[[ Dataset records, beginning ]]

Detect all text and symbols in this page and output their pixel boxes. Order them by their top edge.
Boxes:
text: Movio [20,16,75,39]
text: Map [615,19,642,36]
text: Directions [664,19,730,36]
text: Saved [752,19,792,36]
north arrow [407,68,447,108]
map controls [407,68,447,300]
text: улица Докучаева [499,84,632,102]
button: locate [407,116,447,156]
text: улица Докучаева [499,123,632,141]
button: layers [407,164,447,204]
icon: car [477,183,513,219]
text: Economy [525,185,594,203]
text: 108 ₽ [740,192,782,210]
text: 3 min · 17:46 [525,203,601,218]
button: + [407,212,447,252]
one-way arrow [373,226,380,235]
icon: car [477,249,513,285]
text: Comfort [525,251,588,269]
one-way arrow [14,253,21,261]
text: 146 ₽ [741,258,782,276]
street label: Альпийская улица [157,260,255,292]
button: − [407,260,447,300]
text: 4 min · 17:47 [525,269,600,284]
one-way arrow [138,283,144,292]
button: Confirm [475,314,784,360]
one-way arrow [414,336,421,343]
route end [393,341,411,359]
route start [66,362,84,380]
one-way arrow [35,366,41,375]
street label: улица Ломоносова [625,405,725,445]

[[ Dataset records, end ]]

For every line in the data above that holds "icon", return the line itself.

## Answer to this exercise
icon: car [477,183,513,219]
icon: car [477,249,513,285]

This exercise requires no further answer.